Start at the line in the entries below that contains "For a GIS import: Serialize", stop at the line that contains "Task: Summarize the", and output exactly the lines in that span, both ends included.

(Records supplied)

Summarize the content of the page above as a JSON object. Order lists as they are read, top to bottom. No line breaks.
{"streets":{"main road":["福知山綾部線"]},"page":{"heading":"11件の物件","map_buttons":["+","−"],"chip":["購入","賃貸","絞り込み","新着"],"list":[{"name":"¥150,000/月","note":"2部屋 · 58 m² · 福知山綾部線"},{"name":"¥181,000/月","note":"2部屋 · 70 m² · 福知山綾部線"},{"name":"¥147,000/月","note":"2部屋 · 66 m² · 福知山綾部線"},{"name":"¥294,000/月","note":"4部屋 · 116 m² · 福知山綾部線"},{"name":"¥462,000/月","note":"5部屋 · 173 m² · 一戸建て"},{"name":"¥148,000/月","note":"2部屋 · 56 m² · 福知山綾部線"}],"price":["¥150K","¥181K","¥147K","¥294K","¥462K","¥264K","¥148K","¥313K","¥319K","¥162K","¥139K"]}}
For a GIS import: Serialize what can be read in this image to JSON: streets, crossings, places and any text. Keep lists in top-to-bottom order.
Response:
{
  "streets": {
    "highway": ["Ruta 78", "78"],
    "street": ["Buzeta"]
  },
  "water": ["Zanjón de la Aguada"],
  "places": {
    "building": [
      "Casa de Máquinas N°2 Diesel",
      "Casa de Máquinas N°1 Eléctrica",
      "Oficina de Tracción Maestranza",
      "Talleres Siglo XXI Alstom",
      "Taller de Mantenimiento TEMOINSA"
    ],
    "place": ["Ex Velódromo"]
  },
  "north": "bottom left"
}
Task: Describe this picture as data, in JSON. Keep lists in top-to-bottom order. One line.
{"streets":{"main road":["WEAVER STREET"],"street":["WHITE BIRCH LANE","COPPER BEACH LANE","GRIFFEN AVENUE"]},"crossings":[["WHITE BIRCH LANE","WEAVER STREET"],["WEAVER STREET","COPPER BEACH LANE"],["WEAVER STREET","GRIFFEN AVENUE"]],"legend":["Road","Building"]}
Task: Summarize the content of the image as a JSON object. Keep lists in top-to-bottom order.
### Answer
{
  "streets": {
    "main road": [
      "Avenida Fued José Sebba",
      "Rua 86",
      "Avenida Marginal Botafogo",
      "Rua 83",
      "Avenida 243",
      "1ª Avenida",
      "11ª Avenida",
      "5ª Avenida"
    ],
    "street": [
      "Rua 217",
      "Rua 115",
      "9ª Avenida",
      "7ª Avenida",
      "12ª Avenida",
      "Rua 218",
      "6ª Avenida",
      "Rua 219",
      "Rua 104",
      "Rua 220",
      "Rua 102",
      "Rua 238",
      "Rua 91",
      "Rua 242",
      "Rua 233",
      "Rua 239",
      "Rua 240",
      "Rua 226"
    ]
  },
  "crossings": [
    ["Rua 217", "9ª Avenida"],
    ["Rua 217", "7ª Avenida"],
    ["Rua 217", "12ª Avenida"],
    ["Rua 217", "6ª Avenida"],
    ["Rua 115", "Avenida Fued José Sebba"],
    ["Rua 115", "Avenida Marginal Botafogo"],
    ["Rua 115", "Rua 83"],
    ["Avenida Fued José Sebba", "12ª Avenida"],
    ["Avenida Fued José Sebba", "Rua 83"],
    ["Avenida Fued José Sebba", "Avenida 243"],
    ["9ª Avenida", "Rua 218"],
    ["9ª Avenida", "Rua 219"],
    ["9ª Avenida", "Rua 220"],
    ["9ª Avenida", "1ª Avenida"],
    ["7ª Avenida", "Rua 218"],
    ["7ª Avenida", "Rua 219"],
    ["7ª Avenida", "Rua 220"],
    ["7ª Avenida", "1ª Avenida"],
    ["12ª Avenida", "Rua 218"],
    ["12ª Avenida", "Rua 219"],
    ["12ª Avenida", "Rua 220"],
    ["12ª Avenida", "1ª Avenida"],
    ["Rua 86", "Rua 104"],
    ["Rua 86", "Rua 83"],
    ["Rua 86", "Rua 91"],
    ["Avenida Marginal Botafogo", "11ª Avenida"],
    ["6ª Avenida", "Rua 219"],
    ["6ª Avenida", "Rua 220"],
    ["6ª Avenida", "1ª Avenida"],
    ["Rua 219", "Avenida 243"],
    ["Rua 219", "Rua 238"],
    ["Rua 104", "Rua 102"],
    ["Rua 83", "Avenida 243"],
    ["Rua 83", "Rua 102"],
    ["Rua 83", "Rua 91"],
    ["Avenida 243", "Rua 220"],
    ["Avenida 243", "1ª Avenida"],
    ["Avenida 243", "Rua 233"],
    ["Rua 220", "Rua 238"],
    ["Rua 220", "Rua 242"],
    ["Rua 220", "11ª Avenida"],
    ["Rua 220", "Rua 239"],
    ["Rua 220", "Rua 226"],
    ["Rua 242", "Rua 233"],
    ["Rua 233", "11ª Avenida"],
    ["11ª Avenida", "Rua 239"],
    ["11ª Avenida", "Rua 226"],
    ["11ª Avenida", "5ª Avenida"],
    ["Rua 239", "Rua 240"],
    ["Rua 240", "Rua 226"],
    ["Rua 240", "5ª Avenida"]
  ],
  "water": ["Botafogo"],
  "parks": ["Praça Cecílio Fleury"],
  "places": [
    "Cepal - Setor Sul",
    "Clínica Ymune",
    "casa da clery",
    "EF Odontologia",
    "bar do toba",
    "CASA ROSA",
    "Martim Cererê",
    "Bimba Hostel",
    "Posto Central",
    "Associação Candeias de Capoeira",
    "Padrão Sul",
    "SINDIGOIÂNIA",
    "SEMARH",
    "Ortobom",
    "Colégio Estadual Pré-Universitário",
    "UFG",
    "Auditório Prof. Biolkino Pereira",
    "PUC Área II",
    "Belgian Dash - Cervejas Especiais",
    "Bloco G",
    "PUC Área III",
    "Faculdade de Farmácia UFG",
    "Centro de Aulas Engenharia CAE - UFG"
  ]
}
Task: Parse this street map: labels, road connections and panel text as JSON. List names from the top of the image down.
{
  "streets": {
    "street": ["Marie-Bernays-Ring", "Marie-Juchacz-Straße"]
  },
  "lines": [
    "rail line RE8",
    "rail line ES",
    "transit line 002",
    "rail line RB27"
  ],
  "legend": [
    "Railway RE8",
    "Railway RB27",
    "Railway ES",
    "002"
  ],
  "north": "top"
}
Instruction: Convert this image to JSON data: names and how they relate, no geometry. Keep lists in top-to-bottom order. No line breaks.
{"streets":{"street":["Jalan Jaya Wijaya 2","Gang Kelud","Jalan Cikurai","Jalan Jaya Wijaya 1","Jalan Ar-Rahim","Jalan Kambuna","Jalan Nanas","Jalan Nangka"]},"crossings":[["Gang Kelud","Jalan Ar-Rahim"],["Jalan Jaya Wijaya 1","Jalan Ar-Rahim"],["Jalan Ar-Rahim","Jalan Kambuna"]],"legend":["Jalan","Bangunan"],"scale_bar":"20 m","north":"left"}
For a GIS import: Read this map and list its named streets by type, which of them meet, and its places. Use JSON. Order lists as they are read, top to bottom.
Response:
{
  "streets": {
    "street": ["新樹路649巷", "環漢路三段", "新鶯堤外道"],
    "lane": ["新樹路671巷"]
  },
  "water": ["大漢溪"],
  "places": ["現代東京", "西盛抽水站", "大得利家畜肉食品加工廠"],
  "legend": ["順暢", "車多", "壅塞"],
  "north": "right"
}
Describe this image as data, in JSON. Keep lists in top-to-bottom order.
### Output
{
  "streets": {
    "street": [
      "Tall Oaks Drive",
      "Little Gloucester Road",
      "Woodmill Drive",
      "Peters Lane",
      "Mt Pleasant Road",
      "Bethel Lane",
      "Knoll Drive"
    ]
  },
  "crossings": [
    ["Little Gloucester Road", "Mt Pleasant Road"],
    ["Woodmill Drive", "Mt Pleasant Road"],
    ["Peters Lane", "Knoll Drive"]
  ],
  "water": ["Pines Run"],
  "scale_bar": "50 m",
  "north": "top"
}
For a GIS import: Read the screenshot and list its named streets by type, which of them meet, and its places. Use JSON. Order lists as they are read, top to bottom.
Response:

(End Records supplied)

» **Output of the exercise**
For a GIS import: Serialize what can be read in this image to JSON: streets, crossings, places and any text. Keep lists in top-to-bottom order.
Response:
{
  "streets": {
    "highway": ["Ruta 78", "78"],
    "street": ["Buzeta"]
  },
  "water": ["Zanjón de la Aguada"],
  "places": {
    "building": [
      "Casa de Máquinas N°2 Diesel",
      "Casa de Máquinas N°1 Eléctrica",
      "Oficina de Tracción Maestranza",
      "Talleres Siglo XXI Alstom",
      "Taller de Mantenimiento TEMOINSA"
    ],
    "place": ["Ex Velódromo"]
  },
  "north": "bottom left"
}
Task: Describe this picture as data, in JSON. Keep lists in top-to-bottom order. One line.
{"streets":{"main road":["WEAVER STREET"],"street":["WHITE BIRCH LANE","COPPER BEACH LANE","GRIFFEN AVENUE"]},"crossings":[["WHITE BIRCH LANE","WEAVER STREET"],["WEAVER STREET","COPPER BEACH LANE"],["WEAVER STREET","GRIFFEN AVENUE"]],"legend":["Road","Building"]}
Task: Summarize the content of the image as a JSON object. Keep lists in top-to-bottom order.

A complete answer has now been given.